La formation des Enseignants

Les enseignants de mathématiques-sciences des lycées professionnels sont recrutés à partir d’un concours, le CAPLP2. La préparation à ce concours se fait dans les IUFM. Selon les Académies il semblerait que les modalités de préparation soient parfois très différentes.
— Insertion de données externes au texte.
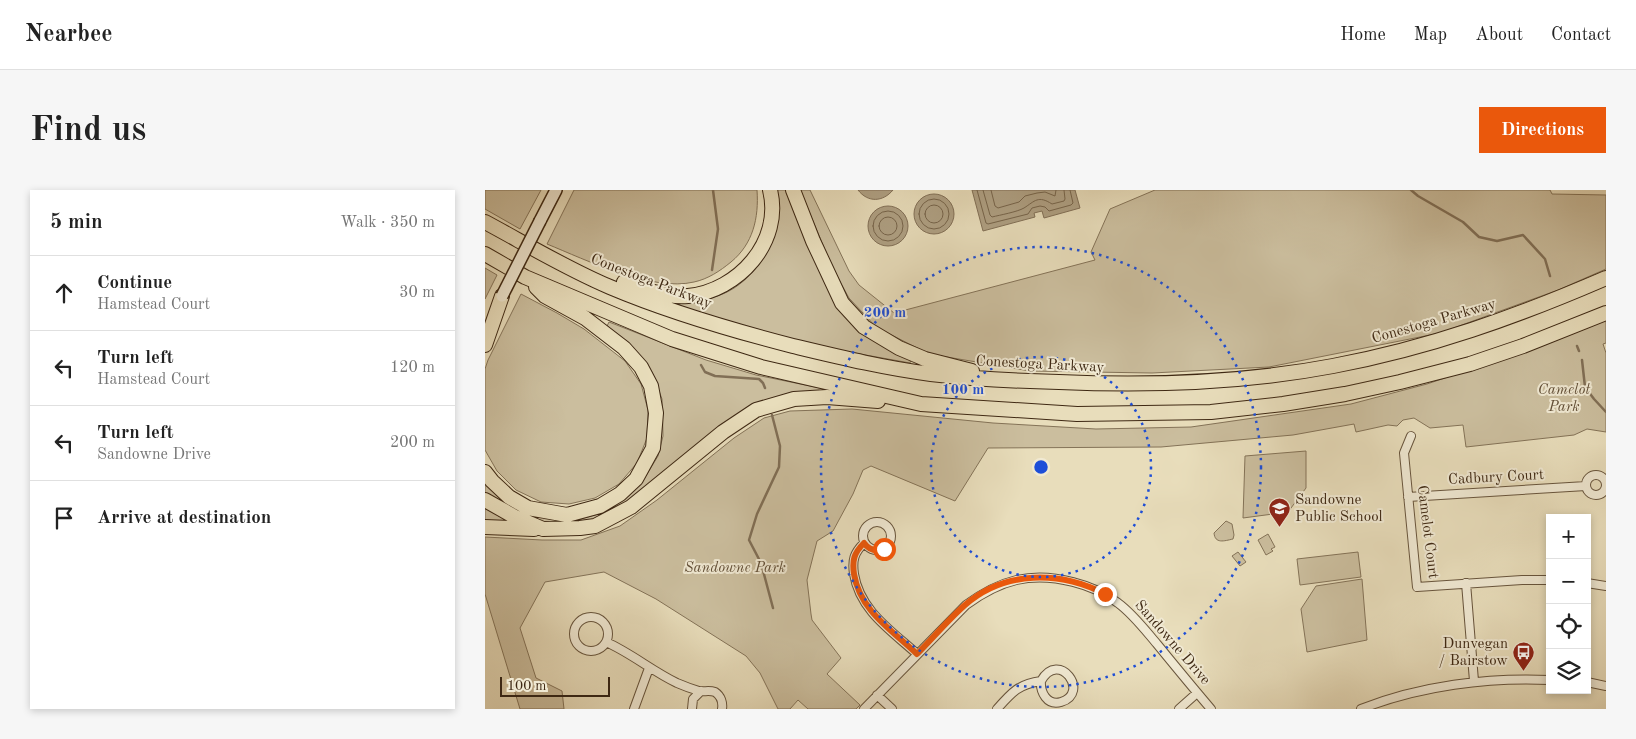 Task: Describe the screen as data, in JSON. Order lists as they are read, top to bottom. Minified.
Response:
{"streets":{"highway":["Conestoga Parkway"],"street":["Cadbury Court","Camelot Court","Sandowne Drive"]},"crossings":[["Cadbury Court","Camelot Court"]],"parks":["Camelot Park","Sandowne Park"],"places":{"school or university":["Sandowne Public School"],"bus stop":["Dunvegan / Bairstow"]},"scale_bar":"100 m","page":{"header":"Nearbee","nav":["Home","Map","About","Contact"],"buttons":"Directions","title":"Find us","heading":["5 min","Walk · 350 m"],"list":[["Continue","Hamstead Court","30 m"],["Turn left","Hamstead Court","120 m"],["Turn left","Sandowne Drive","200 m"],"Arrive at destination"],"map_buttons":["+","−"],"scale":"100 m"},"rings":["200 m","100 m"]} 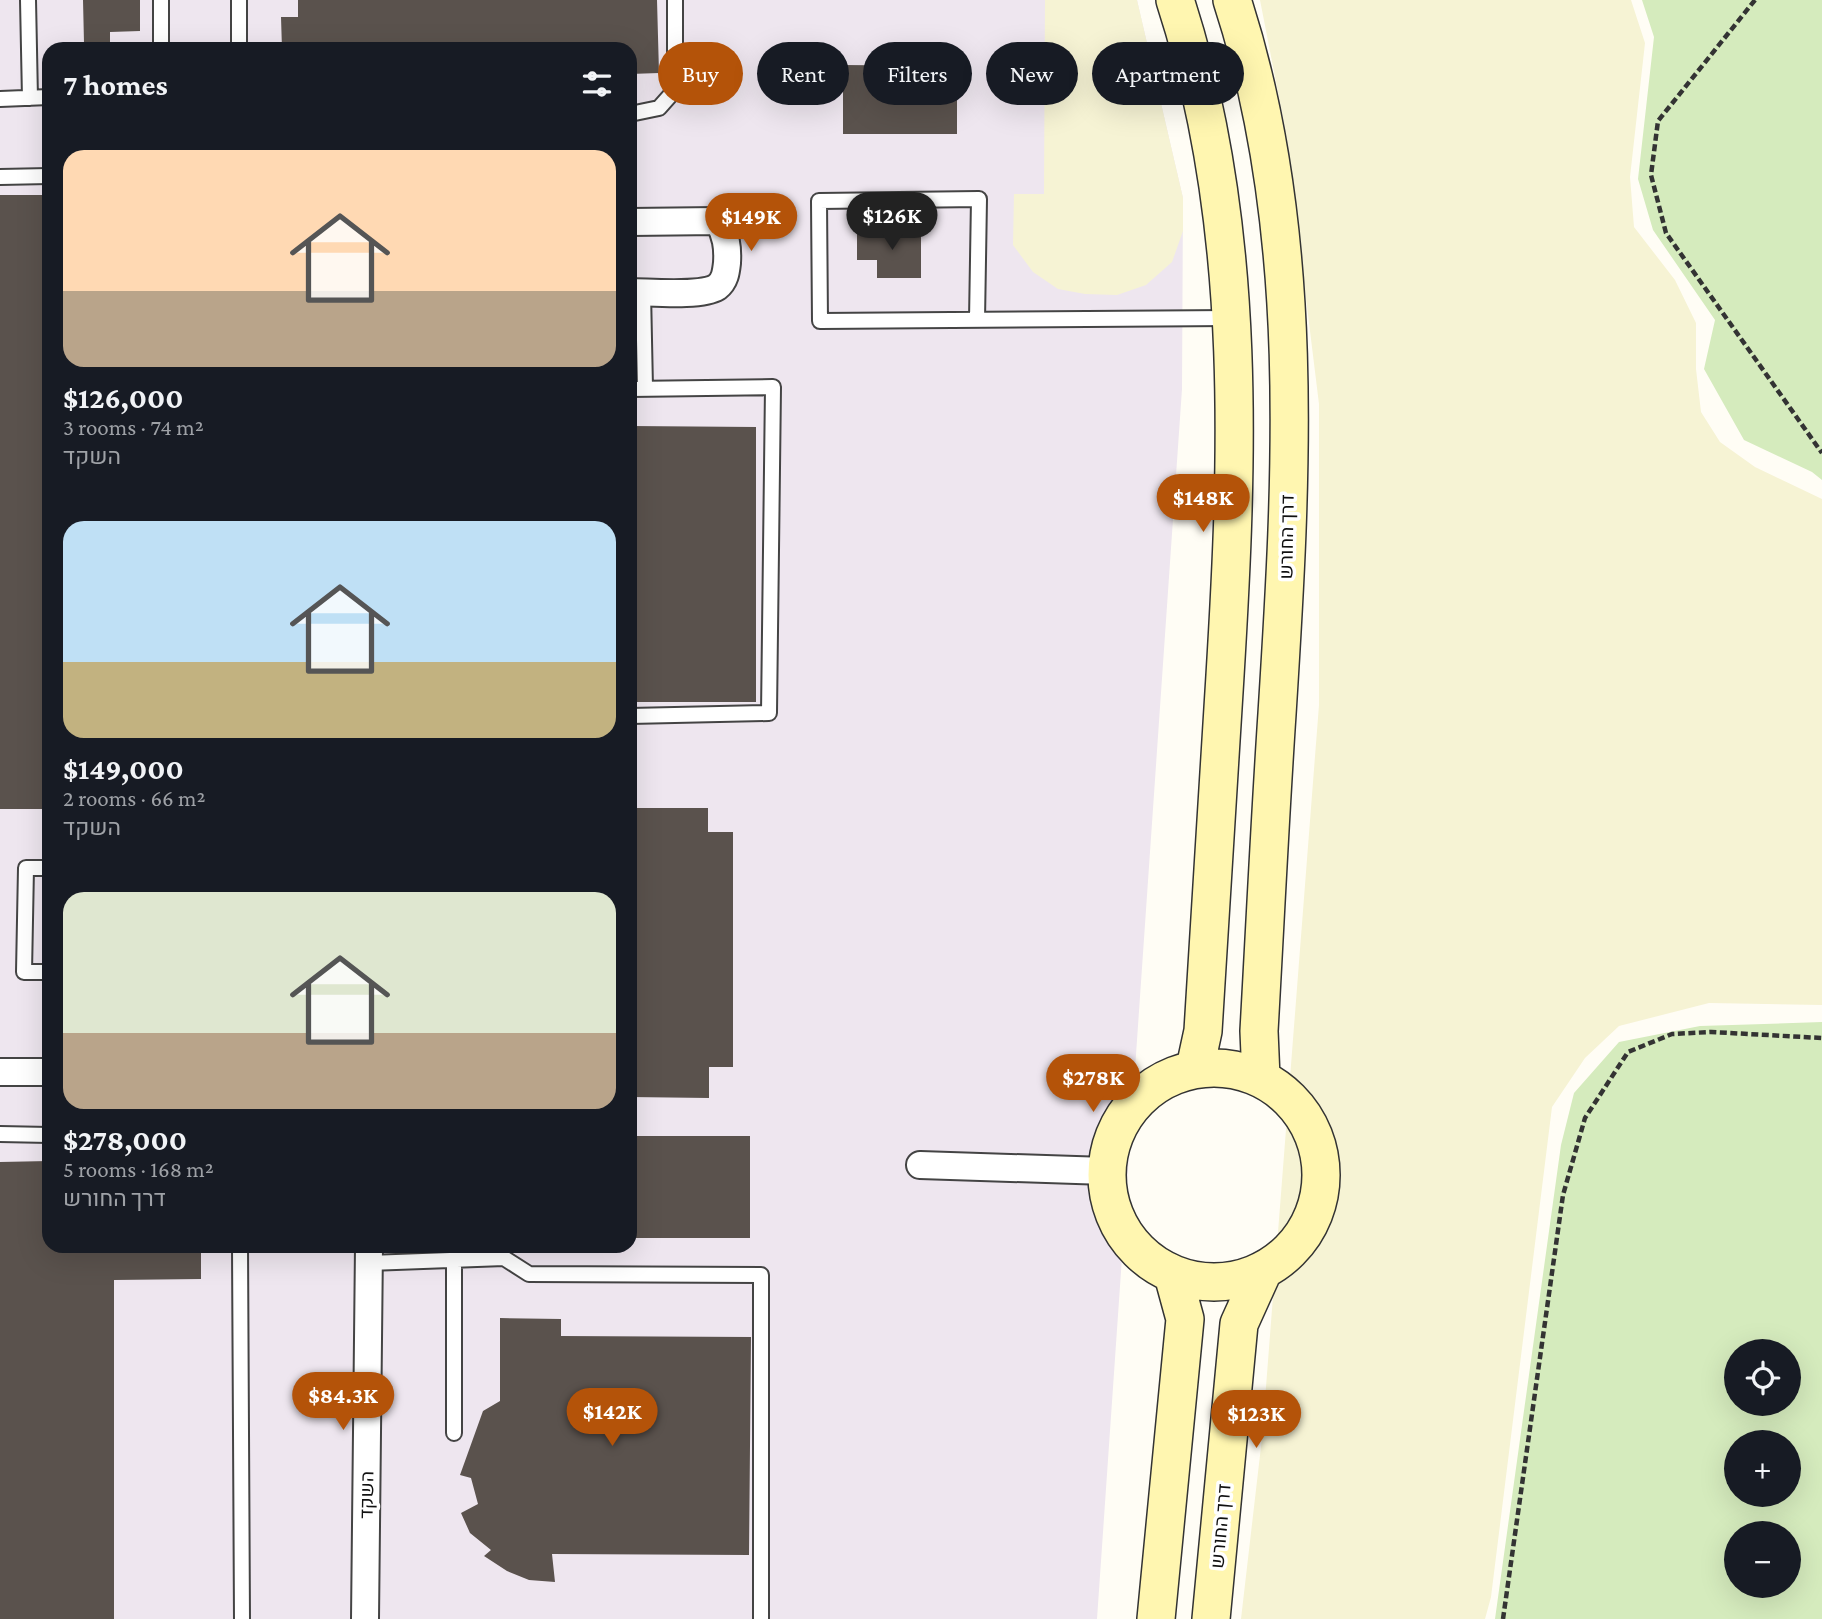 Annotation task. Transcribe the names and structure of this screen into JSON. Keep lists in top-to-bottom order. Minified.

Il nous semble essentiel qu’une bonne connaissance des Lycées Professionnels soit indispensable aux candidats qui s’engagent dans cette voie cela d’autant plus que les étudiants qui sont reçus à ce concours ont souvent préparé le CAPES en première année d’IUFM et n’ont jamais connu, en tant qu’élève, les Lycées Professionnels.

Concernant la deuxième année de formation, année professionnelle, il nous semble important de pratiquer une prise en responsabilité des classes de manière plus progressive que celle actuellement adoptée par la majorité des Académies et qui est calquée sur le mode de formation initiale des Collèges et Lycées où les élèves n’ont ni le même profil, ni les mêmes spécificités.

Nous n’obtenons que des réponses trop évasives sur ce sujet : le plan de rénovation des IUFM qui est actuellement en cours d’instruction et de développement concernera également la formation initiale des PLP.

Notre entrevue se termine par un recentrage autour du futur lycée des métiers qui laisse présager des réformes importantes . Concernant l’enseignement des mathématiques dans ce futur Lycée, l’APMEP demande à en être informée et consultée, notamment pour tout ce qui concerne les contenus des futurs programmes d’enseignement de mathématiques.